Exercise aim:
A single number is the answer: the count of lines in the records that hold the word "serif".

Dataset entries:
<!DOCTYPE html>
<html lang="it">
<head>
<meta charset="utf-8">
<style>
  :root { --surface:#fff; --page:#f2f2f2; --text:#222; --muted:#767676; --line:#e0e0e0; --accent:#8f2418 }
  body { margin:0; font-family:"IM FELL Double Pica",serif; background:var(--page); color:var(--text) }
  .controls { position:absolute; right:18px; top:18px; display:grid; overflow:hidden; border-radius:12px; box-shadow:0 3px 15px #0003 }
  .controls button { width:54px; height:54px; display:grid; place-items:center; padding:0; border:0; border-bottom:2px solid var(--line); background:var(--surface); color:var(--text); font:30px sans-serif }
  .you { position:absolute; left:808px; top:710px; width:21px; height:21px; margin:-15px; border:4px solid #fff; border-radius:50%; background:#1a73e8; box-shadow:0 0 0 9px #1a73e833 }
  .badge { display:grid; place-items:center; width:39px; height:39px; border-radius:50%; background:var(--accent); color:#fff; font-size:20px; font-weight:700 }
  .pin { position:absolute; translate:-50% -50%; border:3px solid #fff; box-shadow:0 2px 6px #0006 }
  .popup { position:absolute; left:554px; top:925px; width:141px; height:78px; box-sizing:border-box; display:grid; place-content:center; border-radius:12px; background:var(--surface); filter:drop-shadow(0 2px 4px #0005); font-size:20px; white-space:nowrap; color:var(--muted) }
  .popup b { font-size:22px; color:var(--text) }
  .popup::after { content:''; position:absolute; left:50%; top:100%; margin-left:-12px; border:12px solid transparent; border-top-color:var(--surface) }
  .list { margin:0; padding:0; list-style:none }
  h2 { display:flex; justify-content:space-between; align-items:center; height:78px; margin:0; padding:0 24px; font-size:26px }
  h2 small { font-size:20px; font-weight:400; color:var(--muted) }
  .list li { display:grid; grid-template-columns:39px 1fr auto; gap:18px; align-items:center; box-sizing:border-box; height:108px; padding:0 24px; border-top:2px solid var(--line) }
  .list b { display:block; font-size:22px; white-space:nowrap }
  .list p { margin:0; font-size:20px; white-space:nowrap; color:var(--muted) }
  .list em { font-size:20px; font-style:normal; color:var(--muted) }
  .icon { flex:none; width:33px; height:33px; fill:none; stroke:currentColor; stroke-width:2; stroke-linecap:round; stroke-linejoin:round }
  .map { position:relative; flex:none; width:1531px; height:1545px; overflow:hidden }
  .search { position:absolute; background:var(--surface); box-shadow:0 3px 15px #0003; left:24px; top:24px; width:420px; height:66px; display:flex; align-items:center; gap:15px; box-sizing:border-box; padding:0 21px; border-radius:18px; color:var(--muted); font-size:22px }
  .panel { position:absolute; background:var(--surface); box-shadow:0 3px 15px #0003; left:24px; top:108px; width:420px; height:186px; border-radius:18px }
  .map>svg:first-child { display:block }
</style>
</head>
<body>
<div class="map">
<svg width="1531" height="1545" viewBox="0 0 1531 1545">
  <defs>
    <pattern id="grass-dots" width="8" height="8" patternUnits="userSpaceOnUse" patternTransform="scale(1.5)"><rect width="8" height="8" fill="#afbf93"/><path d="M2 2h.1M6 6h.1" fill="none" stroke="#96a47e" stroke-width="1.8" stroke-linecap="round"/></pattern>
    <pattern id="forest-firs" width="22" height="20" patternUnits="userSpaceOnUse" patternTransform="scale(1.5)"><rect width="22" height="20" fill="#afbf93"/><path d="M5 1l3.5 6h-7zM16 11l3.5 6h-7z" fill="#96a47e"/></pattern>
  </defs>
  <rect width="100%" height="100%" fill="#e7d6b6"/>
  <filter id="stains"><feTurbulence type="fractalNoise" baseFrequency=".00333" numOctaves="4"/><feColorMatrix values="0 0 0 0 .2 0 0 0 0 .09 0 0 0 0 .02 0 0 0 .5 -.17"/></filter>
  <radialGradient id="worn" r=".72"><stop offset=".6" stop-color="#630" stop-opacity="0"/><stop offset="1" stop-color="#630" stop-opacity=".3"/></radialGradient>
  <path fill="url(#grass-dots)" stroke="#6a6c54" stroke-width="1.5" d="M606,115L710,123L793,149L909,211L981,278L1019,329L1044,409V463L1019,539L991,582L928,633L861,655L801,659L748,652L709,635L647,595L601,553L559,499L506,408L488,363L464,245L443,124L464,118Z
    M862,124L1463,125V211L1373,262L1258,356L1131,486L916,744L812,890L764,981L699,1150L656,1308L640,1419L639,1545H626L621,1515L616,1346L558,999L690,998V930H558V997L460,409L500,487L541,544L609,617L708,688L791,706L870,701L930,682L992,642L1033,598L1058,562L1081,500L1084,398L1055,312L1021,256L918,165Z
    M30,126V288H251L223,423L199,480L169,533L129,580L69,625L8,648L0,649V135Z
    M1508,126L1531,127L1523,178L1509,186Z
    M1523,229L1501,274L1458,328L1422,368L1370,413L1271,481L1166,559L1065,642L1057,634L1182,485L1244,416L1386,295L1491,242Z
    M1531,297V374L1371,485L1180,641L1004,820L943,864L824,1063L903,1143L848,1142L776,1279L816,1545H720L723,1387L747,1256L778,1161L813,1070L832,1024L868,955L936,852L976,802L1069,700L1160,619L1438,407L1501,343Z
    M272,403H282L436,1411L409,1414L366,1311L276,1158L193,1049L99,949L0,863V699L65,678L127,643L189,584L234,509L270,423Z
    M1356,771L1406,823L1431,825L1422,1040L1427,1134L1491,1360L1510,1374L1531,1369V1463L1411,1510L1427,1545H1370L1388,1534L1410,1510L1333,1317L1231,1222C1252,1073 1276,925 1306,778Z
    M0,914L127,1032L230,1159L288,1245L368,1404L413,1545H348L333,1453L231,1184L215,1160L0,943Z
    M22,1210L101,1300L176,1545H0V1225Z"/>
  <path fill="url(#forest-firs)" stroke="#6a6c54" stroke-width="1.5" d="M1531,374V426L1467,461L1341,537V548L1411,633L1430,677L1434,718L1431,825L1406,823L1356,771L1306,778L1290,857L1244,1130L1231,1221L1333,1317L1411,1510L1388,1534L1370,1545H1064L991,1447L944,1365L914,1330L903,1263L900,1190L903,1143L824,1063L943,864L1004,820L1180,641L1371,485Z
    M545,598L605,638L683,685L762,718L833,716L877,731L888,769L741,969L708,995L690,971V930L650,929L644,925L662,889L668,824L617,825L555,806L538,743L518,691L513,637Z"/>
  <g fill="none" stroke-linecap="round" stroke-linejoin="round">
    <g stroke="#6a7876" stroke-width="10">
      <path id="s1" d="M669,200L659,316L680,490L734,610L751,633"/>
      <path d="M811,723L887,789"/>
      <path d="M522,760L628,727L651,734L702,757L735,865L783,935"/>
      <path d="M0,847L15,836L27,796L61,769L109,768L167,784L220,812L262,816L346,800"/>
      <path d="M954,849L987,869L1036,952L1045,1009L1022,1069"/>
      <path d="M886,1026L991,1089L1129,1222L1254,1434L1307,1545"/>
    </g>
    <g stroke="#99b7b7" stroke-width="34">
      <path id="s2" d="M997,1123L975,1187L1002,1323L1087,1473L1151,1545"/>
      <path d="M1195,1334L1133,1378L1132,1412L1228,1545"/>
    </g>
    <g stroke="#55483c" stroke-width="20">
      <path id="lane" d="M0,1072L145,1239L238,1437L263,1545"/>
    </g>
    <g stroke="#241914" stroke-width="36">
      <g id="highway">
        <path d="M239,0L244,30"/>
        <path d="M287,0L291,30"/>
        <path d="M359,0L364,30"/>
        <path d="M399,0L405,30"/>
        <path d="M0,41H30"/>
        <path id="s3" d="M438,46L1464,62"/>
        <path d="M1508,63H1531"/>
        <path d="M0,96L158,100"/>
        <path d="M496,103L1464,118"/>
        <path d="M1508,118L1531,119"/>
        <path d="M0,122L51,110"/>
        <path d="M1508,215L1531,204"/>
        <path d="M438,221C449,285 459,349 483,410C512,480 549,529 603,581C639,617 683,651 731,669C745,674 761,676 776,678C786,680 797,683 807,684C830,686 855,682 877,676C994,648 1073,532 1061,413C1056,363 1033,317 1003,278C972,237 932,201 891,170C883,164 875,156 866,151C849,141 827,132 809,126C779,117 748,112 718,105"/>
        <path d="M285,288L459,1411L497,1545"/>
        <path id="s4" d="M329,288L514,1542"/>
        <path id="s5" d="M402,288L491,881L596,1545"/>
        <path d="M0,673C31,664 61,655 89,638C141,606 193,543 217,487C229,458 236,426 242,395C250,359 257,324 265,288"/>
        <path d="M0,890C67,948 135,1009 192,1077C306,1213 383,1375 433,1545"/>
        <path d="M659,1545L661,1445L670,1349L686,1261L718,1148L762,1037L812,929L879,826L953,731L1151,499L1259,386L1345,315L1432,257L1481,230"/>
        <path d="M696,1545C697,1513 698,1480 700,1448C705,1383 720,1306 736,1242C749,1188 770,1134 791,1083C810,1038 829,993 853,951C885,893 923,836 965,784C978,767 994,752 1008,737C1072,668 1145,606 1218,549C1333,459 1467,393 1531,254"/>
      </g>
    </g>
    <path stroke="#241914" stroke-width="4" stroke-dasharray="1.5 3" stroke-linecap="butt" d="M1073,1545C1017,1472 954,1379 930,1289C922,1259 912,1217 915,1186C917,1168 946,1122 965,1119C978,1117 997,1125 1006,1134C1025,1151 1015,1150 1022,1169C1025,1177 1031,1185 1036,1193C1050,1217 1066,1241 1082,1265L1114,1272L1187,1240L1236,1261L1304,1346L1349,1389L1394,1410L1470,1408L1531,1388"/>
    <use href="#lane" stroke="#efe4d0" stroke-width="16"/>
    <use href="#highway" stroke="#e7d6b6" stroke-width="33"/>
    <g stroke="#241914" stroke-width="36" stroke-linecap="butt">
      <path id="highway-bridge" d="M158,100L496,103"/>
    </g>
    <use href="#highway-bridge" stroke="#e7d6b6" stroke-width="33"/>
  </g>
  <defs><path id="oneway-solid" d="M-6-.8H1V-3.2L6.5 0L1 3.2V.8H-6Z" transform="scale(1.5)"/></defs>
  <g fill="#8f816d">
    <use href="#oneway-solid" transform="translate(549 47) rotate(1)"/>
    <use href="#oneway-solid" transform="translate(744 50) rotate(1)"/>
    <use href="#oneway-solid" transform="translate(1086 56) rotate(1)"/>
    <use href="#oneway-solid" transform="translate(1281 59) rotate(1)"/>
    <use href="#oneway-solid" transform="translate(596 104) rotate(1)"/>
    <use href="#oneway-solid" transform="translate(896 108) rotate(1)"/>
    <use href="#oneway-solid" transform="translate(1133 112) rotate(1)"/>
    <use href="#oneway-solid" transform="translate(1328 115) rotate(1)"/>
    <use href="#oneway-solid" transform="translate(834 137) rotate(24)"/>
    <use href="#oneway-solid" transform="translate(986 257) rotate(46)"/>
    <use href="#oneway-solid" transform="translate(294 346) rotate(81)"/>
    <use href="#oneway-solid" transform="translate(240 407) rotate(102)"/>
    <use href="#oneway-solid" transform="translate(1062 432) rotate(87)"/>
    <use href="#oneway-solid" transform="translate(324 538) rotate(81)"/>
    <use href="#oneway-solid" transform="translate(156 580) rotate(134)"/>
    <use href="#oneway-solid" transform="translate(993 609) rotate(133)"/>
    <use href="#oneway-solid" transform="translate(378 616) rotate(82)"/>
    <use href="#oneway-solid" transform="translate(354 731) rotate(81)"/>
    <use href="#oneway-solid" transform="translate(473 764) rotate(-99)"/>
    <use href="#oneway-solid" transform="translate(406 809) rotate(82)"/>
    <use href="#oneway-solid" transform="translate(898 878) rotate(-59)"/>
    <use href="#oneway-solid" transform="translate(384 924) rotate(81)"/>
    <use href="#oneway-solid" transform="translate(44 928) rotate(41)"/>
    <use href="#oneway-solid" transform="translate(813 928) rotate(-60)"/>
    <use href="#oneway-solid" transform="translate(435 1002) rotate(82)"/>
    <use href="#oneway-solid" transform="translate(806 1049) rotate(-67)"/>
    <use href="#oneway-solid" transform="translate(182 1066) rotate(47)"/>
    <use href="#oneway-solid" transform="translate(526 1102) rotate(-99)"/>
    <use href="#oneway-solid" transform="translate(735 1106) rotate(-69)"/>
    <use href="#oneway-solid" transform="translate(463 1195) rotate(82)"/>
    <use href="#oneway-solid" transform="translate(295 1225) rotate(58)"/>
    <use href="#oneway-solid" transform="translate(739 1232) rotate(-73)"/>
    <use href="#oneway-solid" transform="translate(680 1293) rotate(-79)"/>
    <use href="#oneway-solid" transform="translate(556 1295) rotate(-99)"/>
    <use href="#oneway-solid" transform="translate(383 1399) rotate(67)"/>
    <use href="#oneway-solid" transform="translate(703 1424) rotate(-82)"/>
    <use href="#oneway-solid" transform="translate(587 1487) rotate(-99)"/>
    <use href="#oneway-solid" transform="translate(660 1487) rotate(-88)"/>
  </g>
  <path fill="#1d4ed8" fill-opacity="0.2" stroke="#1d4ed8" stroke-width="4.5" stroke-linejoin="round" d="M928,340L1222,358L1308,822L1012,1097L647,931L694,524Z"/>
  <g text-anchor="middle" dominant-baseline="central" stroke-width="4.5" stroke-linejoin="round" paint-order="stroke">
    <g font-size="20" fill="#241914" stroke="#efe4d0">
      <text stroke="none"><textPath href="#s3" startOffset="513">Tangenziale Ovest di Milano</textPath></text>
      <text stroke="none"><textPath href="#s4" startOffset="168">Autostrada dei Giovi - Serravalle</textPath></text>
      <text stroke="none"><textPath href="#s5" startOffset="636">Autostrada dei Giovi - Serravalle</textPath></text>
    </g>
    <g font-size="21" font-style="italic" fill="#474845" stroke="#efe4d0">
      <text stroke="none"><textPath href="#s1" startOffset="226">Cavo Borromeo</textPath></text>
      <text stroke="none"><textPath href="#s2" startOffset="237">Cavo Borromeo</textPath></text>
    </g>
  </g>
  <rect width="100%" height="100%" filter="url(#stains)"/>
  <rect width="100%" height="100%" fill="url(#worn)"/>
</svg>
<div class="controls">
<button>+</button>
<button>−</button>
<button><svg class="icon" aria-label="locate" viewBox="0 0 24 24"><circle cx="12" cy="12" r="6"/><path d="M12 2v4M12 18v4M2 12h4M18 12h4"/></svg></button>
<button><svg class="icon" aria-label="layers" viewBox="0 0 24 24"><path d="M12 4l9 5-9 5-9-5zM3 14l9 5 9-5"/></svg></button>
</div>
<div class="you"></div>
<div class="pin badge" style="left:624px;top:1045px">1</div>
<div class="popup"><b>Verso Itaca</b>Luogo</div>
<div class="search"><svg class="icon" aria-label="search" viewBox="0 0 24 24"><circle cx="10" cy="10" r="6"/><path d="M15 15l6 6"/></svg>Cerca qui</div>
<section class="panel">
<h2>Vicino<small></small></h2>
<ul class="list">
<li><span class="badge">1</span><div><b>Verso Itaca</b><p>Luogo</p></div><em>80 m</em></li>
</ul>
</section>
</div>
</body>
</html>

Task response:
2